Mary’s home delivery was a blessing from the start, but one that was wrought with suffering, fear, doubt, and a roller coaster of emotion.  Women and children die in the U.S. at a rate we care not to admit and we have the most advanced care in the history of human existence on our side.  Just imagine the odds Mary and Jesus were up against that first Christmas.  An unwed, pregnant teenager in a foreign land being tended to by complete strangers and having to deliver in a stinky cave next to a donkey.  Sounds like a circus sideshow.  But what an awkwardly poetic present from the Big Guy (or Gal) upstairs.

Jean working for HandsUp!
My thoughts and prayers are with that poor family this Christmas Eve and Day.  In fact my thoughts go to Haiti most days, but especially when my faith or consumerism is front and center on my brain.  Hello, Christmas in the U.S.  
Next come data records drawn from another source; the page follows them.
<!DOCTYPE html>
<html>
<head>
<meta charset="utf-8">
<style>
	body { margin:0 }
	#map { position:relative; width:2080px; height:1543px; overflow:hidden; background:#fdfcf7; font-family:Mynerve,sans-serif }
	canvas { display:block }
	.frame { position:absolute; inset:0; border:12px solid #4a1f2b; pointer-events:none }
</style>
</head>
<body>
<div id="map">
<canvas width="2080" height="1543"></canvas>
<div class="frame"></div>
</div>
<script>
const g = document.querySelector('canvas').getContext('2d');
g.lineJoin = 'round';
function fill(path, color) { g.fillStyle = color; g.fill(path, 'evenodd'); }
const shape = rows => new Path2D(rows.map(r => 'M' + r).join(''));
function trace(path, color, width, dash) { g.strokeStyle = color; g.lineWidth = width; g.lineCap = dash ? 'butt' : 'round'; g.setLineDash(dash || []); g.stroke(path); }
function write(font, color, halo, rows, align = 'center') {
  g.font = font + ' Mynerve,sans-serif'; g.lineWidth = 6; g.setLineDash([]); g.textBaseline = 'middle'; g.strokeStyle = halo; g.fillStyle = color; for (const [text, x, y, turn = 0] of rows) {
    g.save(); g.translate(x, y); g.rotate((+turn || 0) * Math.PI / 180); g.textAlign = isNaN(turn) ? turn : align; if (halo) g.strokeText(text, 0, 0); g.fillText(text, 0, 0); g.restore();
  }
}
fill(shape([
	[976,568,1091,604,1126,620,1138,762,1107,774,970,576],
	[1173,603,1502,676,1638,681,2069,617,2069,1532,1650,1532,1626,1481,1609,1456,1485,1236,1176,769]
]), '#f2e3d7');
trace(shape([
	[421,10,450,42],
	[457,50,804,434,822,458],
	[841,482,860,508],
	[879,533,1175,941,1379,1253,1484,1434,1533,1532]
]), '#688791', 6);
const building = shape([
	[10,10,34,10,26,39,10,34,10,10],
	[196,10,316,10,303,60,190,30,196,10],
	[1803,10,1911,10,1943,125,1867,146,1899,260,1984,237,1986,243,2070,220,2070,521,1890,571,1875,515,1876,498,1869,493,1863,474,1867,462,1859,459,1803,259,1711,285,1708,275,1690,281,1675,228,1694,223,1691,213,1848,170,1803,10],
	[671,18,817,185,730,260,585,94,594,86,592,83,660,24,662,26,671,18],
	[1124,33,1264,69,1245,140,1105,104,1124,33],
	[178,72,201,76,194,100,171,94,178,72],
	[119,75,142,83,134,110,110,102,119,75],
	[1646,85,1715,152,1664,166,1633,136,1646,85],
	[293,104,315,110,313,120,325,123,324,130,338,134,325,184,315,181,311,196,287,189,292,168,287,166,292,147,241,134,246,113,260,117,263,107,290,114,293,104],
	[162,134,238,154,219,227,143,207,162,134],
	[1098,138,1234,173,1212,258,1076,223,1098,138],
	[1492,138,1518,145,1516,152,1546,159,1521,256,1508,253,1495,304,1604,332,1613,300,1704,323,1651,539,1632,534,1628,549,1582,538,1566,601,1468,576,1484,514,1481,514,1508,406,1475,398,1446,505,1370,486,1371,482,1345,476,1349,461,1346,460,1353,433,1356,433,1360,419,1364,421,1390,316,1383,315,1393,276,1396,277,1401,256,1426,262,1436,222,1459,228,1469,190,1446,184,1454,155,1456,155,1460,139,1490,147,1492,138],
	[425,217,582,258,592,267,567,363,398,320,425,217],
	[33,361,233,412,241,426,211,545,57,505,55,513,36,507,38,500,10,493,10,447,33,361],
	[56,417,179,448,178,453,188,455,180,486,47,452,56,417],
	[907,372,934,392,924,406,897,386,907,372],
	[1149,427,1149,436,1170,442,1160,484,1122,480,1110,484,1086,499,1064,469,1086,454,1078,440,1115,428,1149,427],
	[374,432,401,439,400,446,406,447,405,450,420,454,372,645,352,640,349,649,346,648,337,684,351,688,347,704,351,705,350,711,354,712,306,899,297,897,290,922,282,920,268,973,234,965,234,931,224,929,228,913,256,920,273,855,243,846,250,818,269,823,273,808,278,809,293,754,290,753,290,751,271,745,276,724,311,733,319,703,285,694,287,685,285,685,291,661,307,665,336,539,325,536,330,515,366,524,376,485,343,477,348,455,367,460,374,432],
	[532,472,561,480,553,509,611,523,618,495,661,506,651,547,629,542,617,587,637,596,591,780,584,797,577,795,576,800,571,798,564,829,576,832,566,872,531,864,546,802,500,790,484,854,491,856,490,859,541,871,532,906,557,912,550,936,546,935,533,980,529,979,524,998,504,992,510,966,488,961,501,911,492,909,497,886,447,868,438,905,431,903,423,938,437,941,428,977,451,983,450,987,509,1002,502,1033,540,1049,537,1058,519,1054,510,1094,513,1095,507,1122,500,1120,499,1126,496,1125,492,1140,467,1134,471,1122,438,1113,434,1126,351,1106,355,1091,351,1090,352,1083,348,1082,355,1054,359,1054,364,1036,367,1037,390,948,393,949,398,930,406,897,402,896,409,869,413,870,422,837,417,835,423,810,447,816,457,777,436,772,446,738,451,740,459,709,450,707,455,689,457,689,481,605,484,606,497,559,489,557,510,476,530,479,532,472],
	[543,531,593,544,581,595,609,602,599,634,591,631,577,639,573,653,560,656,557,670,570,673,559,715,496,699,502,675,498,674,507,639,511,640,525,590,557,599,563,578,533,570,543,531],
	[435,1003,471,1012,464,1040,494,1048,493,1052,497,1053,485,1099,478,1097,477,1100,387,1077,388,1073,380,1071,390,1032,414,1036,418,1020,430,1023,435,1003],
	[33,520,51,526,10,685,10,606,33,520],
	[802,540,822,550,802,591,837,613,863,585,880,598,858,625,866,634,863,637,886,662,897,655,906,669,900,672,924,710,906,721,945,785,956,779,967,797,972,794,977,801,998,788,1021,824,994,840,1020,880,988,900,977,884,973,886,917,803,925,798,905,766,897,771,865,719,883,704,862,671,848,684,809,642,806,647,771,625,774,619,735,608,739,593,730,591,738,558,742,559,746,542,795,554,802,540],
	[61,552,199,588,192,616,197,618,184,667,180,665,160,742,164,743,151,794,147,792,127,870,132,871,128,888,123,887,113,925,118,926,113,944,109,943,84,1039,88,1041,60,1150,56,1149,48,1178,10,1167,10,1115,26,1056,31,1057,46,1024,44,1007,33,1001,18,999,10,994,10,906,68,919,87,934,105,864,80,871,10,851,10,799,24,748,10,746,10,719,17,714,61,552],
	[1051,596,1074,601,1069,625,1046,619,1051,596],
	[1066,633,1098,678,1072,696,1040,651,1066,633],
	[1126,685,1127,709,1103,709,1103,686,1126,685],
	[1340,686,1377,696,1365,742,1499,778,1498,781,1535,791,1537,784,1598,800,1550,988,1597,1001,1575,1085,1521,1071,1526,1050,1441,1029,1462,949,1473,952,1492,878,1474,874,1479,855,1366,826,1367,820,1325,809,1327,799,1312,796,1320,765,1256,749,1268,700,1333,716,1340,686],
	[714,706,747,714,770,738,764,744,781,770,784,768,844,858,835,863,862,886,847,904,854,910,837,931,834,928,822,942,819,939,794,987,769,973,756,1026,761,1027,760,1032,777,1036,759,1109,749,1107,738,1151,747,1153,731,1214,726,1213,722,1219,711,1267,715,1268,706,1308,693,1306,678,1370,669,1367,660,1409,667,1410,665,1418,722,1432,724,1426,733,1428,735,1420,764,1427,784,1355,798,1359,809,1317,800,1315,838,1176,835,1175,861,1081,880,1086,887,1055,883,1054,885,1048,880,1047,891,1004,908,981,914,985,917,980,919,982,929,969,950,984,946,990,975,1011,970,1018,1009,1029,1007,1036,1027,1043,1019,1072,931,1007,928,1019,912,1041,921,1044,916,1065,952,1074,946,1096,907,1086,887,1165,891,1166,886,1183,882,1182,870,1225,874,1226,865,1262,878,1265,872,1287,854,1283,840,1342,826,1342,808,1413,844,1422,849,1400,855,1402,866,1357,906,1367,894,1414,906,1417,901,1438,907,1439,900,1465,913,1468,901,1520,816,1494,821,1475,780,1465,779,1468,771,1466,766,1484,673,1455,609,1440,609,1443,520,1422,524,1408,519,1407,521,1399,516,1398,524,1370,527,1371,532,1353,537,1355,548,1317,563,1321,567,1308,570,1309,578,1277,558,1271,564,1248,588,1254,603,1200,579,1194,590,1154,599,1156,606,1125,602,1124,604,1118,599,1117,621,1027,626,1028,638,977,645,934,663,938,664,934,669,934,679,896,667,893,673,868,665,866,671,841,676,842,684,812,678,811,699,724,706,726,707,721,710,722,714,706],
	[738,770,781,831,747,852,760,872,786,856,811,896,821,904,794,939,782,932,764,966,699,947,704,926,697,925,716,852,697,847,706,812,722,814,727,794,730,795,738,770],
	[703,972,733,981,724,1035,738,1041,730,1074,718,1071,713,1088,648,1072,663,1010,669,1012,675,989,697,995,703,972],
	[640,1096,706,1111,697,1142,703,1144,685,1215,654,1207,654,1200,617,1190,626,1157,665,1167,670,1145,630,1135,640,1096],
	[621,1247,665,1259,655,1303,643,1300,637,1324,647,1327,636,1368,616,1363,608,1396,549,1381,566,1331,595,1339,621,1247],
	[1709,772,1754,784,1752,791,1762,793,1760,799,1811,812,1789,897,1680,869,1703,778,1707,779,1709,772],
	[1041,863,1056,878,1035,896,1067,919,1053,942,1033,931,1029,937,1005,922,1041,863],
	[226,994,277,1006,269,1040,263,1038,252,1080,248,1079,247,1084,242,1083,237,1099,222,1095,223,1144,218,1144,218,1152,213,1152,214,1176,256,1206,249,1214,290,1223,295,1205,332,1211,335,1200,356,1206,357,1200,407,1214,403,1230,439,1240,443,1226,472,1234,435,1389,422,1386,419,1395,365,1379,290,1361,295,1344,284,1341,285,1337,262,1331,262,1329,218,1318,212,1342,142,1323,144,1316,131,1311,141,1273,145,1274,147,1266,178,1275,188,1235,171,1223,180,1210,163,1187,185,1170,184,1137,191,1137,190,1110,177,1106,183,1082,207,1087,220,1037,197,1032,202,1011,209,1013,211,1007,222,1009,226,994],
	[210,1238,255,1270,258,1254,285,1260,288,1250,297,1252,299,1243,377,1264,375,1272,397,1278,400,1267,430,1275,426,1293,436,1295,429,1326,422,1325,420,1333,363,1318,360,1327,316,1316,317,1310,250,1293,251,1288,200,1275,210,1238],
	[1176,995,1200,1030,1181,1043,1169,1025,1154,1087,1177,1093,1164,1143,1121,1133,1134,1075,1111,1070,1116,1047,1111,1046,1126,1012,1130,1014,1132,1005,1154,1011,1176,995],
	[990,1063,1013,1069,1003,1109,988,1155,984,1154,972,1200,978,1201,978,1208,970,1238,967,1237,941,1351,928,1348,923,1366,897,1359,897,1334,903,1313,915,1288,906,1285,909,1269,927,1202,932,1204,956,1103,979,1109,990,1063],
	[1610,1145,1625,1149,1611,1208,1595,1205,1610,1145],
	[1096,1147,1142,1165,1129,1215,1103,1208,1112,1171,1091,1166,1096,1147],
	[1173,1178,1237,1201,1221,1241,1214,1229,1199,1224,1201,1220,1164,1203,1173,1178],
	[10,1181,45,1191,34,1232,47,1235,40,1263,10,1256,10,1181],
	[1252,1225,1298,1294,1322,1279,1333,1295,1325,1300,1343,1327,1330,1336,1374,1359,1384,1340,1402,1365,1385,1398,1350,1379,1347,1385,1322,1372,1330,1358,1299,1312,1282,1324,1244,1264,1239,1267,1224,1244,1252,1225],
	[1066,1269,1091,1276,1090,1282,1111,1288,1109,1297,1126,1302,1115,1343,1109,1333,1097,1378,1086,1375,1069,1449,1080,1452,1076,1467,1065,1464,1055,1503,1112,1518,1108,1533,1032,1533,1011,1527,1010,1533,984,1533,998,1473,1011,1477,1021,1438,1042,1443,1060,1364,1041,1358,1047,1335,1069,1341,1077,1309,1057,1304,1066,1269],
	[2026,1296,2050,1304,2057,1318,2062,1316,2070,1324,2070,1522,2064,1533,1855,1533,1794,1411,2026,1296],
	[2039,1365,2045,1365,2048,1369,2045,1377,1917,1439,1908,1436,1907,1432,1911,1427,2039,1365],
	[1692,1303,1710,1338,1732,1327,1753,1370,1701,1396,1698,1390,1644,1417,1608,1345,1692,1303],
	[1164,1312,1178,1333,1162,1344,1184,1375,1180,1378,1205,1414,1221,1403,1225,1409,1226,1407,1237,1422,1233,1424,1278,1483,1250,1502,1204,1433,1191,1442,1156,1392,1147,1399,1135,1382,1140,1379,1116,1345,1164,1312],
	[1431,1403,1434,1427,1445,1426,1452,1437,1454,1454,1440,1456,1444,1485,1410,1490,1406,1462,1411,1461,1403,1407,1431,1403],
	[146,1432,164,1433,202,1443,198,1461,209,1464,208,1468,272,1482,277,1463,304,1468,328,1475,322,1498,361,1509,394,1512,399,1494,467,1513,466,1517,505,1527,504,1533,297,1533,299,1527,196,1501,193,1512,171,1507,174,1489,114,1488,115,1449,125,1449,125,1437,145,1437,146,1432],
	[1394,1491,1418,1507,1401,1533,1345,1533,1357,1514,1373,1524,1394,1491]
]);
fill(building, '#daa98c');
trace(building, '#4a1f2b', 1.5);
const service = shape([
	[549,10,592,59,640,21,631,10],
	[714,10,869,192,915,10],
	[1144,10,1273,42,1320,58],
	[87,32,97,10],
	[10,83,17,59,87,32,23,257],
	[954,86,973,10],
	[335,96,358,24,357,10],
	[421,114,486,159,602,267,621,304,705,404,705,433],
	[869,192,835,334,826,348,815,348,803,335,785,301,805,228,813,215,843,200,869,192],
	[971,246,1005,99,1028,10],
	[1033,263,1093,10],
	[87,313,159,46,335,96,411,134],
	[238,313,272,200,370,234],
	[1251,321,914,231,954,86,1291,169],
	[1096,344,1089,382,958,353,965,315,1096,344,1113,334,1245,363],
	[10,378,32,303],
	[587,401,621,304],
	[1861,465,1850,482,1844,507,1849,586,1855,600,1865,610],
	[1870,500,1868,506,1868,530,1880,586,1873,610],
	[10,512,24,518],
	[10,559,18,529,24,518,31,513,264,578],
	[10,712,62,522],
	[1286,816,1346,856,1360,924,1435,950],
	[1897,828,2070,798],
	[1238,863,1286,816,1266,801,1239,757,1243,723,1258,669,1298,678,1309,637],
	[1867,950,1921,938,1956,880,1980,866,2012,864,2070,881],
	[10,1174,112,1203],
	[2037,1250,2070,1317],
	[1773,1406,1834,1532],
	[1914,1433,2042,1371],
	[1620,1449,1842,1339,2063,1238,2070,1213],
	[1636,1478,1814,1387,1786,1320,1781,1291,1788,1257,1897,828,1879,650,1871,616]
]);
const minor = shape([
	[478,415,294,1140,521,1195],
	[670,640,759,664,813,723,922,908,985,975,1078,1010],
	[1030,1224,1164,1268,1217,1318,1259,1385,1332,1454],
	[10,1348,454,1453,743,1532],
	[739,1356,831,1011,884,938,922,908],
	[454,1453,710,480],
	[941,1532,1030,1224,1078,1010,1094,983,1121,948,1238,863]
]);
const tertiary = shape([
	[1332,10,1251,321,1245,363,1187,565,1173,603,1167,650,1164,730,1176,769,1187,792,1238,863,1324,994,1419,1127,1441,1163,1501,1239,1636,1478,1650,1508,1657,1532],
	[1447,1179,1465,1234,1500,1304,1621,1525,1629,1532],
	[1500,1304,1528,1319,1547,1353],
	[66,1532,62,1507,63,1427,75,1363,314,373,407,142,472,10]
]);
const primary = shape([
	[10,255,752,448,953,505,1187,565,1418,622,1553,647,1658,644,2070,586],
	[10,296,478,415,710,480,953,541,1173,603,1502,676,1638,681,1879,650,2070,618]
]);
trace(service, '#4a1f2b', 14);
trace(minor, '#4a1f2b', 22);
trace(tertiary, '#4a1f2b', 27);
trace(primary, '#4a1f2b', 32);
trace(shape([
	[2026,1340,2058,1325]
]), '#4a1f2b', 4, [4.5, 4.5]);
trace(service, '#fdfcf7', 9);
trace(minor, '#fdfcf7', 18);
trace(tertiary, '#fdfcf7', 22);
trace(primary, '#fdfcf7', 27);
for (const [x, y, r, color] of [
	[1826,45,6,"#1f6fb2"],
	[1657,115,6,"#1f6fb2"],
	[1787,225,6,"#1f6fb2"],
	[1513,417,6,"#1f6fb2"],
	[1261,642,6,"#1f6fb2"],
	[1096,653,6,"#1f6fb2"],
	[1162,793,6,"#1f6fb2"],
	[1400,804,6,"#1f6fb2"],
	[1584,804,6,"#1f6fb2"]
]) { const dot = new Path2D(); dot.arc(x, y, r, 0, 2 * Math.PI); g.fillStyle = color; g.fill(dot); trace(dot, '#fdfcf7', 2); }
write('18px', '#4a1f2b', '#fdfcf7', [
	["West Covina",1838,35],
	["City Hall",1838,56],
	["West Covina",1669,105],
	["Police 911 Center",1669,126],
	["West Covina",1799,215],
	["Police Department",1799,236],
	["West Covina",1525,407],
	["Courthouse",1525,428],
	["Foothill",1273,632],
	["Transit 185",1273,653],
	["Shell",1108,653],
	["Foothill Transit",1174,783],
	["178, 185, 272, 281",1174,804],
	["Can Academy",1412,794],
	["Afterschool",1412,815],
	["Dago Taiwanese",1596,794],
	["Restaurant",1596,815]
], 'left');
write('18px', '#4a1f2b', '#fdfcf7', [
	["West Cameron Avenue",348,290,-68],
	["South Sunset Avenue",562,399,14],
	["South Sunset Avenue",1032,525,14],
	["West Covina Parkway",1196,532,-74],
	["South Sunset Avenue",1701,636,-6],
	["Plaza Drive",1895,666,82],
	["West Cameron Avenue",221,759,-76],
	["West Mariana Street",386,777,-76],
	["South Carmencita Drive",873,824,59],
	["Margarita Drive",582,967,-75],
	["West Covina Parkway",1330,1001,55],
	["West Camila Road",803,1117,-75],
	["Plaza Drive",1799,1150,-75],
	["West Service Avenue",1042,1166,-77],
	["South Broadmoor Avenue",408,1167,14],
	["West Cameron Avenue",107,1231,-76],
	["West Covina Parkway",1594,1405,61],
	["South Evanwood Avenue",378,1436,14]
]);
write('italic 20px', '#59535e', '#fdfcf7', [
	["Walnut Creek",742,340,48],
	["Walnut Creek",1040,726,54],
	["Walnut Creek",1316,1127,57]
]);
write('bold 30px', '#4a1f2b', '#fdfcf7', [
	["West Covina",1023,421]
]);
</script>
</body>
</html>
I think of Jean Gabin who defines living paycheck to paycheck.  Yet this is the first thing he wanted to do with the money I gave him for his work: Buy the thirty children in his “Hands Up for the Children of Haiti” program a large Christmas feast so they would be happy and want to sing Christmas songs.  He’s an unbelievable human being.  

I think of Dr. Leo and what he and his beautiful family are doing for the people of Gran Bois.  Again, unbelievable.  And I think about my own life and family and how ridiculously blessed we are.  Blessed to have a loving family.  Blessed to be an American.  Blessed to have the freedom to travel to a place like Haiti.  And blessed to be a Christian #ToWhomMuchIsGivenMuchIsExpected

I want to take this opportunity to wish everyone a Blessed Christmas.  Being home with my family after spending a week with my Haitian family has been amazing and I truly feel spoiled.  To say I appreciate all the support from my friends and family doesn't properly characterize how I feel.  Even amazing doesn't.  So thank you all #ThanksgivingWasLastMonth 

3 comments:

  1. Well written. Tis hard to deal with the babies placed in your hands for healing knowing there is nothing you can do. Praise God for the unaided transition that occurred in the life of our Saviour. And thank you for your heart to share.